NEMA spends N300 million on flood victims in North Central

Lokoja and environs has been submerged by water
Flood: Residents of Lokoja now move around in canoes right in the city centre

For the over 200 thousand people displaced by the floods that have ravaged the six states of the North-Central, the National Emergency Management Agency, NEMA, has spent a little over than N300 million, the agency said on Thursday.

This spent sum, if taken on average, implies that each displaced person has lived on about N1500 since a fort night ago when the floods emerged.

It also means that each displaced person lives on about N107 a day; which is 28 per cent less than the benchmark of $1 to live above poverty line.

But the scenario is worse than the above picture, as not all the N300 million is spent on food for the victims.

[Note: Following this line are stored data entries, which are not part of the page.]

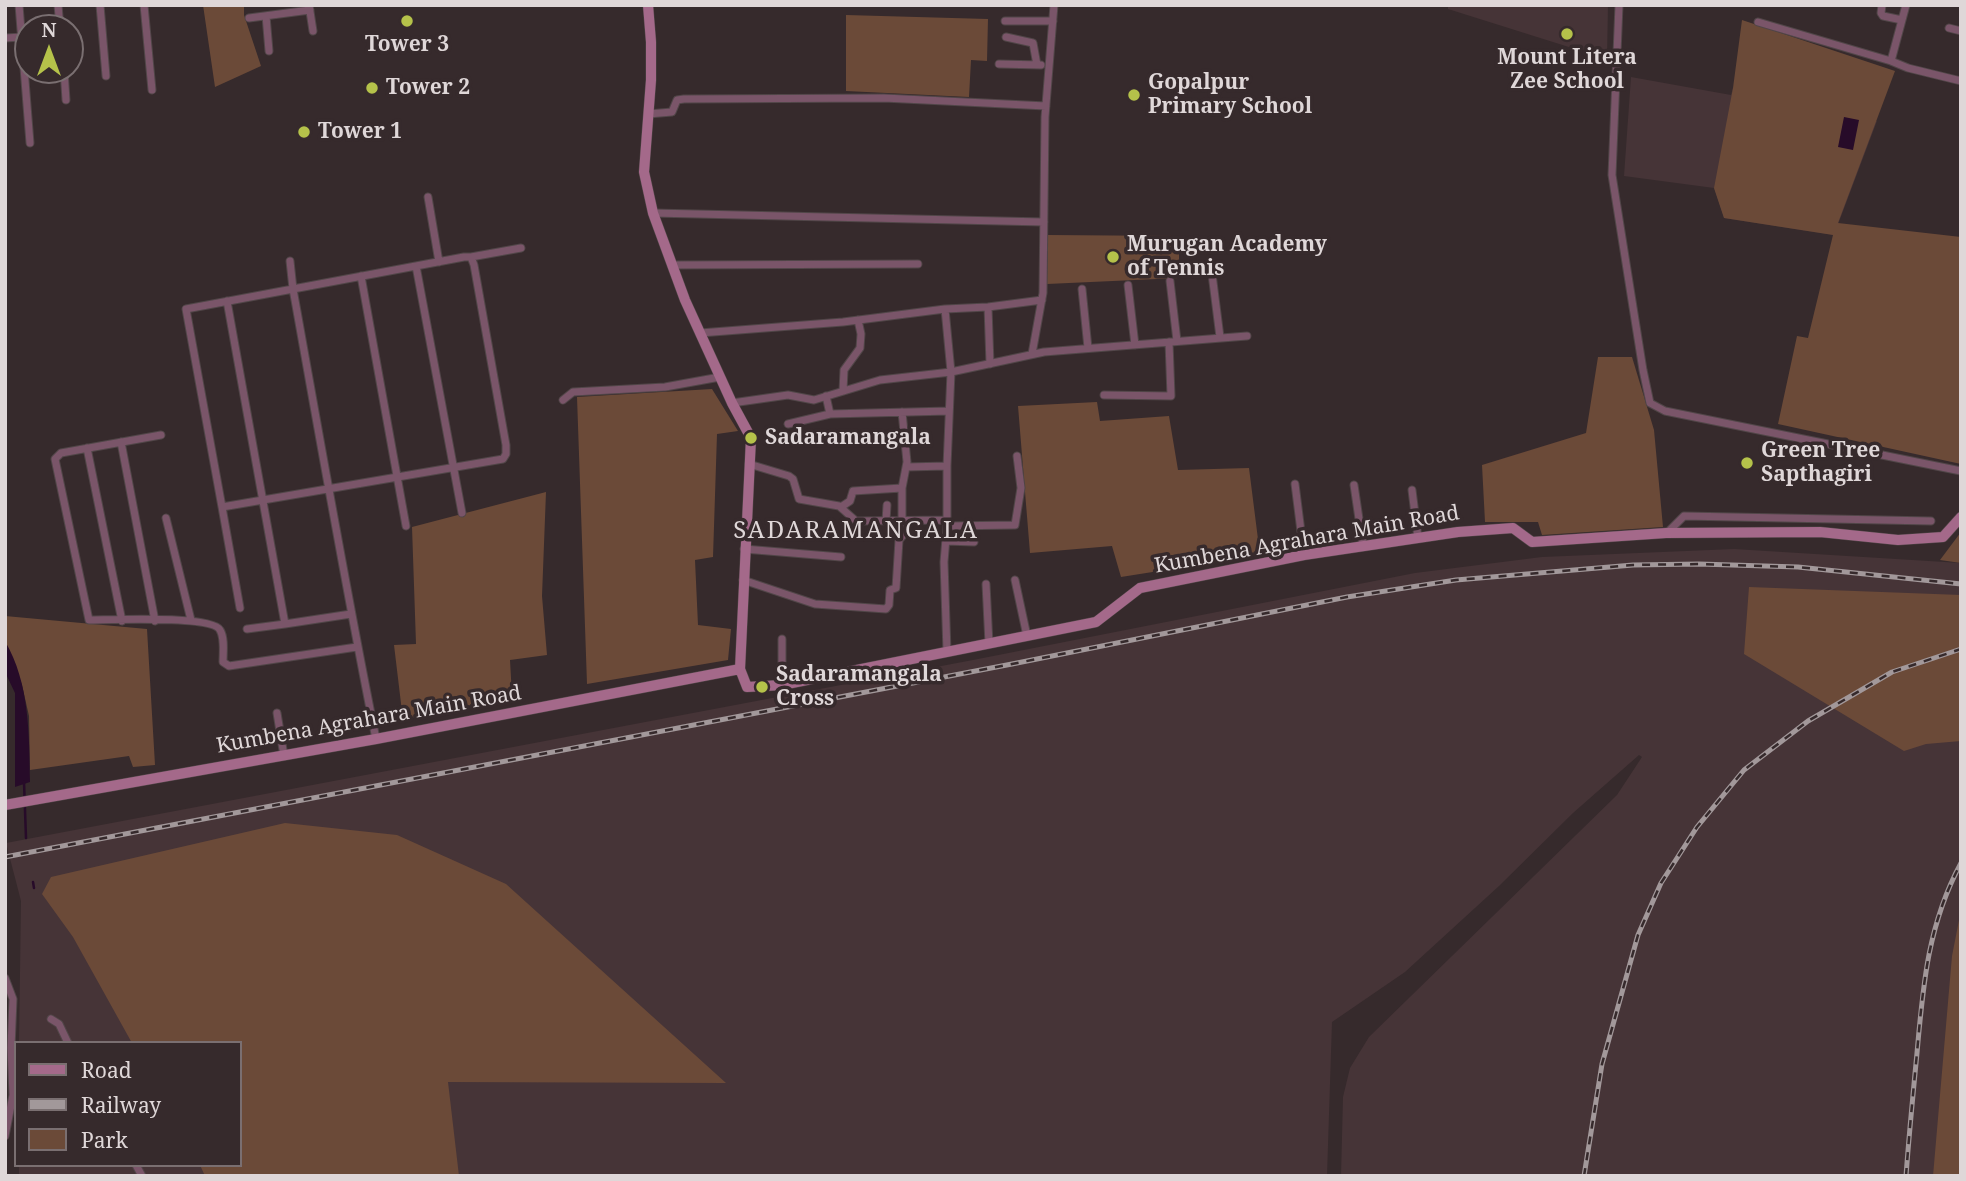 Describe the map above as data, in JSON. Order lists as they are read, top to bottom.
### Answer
{
  "streets": {
    "street": ["Kumbena Agrahara Main Road"]
  },
  "districts": ["SADARAMANGALA"],
  "places": [
    "Tower 3",
    "Mount Litera Zee School",
    "Tower 2",
    "Gopalpur Primary School",
    "Tower 1",
    "Murugan Academy of Tennis",
    "Sadaramangala",
    "Green Tree Sapthagiri",
    "Sadaramangala Cross"
  ],
  "legend": ["Road", "Railway", "Park"],
  "north": "top"
} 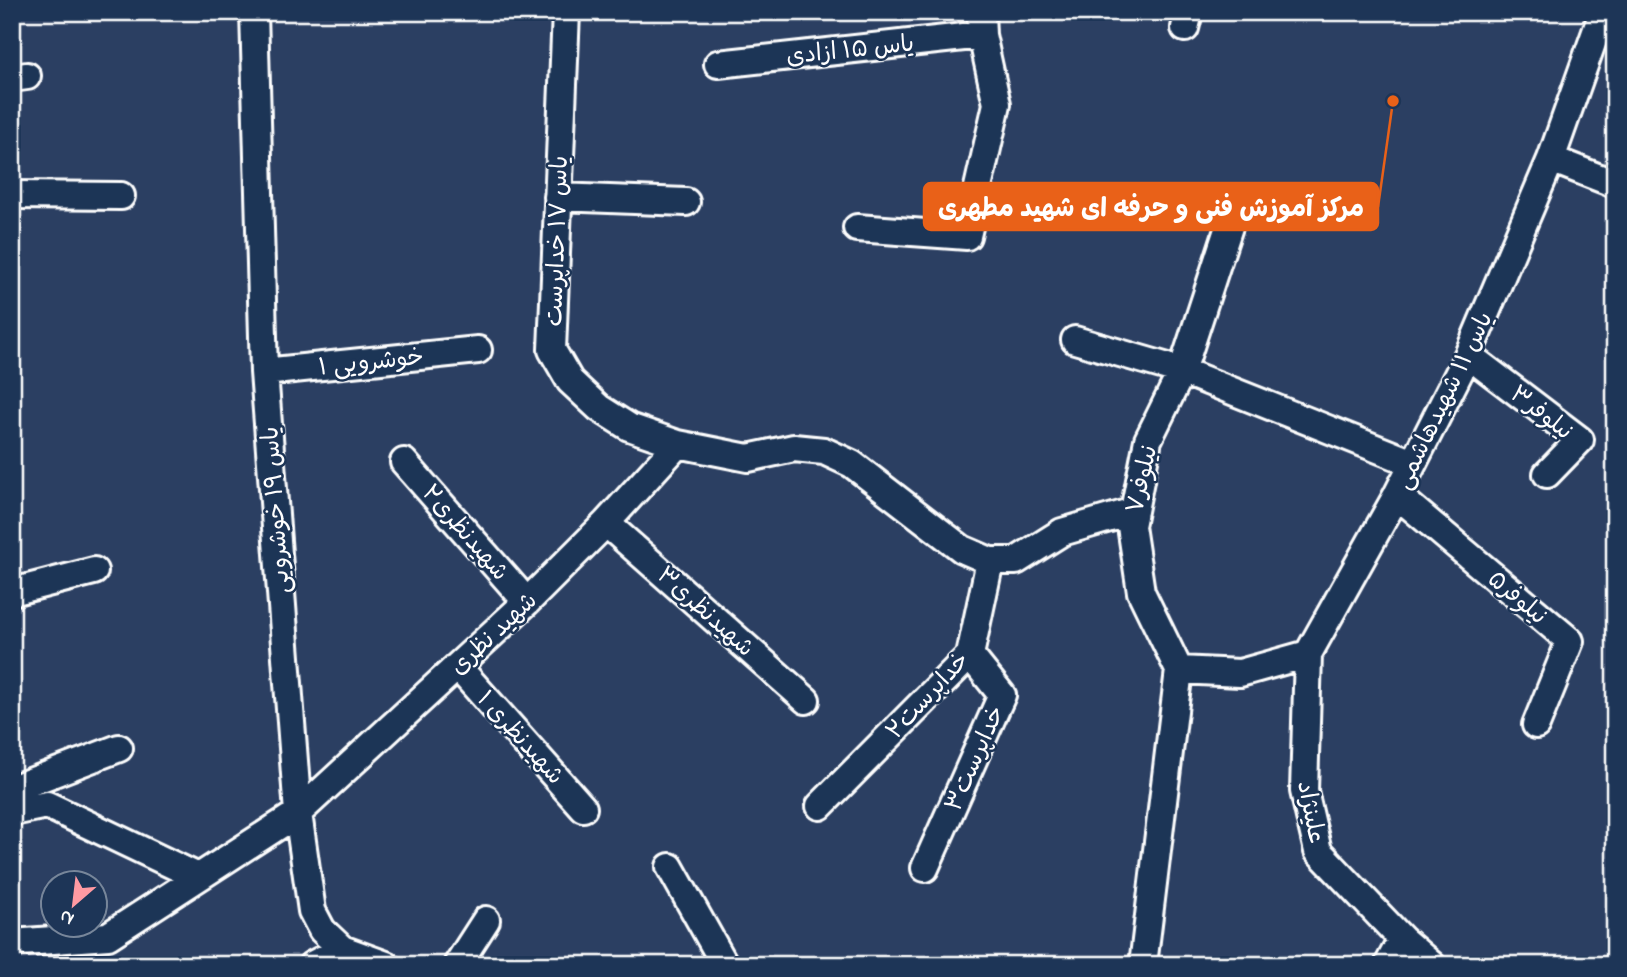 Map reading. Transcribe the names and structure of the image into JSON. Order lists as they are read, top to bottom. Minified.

However, not all the victims were displaced a fortnight ago as more people are displaced, daily, from the flood which is still persisting.

According to the NEMA Zonal Coordinator, Mohammed Abdulsalam, in Jos on Thursday, the N300 million has been spent on the provision of relief materials, drugs and other support services for the victims.

Mr. Abdulsalam stated this at a workshop on awareness, preparedness and response to emergencies, organised for stakeholders by the agency.

He also said that majority of the victims in the camps set up for displaced persons are women and children.

NEMA was established to manage emergency disasters in Nigeria. But as it stands, especially as regards to this flood, the agency seems overwhelmed as  Mr. Abdulsalam described the situation in the zone as “over-whelming”.

Various reports from health workers in relief camps say that relief materials, food and drugs are not enough to cater for the victims.

This reports cast aspersions on the ability of NEMA to manage the disaster brought about the blood.

Mr. Abdusalam said the disaster had also affected agricultural produce, infrastructure and health facilities, and that the agency is taking proactive steps to avoid a recurrence.

“Our prime focus will be to prepare and prevent, rather than repair and lament,’’ he said.

The NEMA boss  blamed the floods on the release of water from dams, heavy rains and blocked drainage.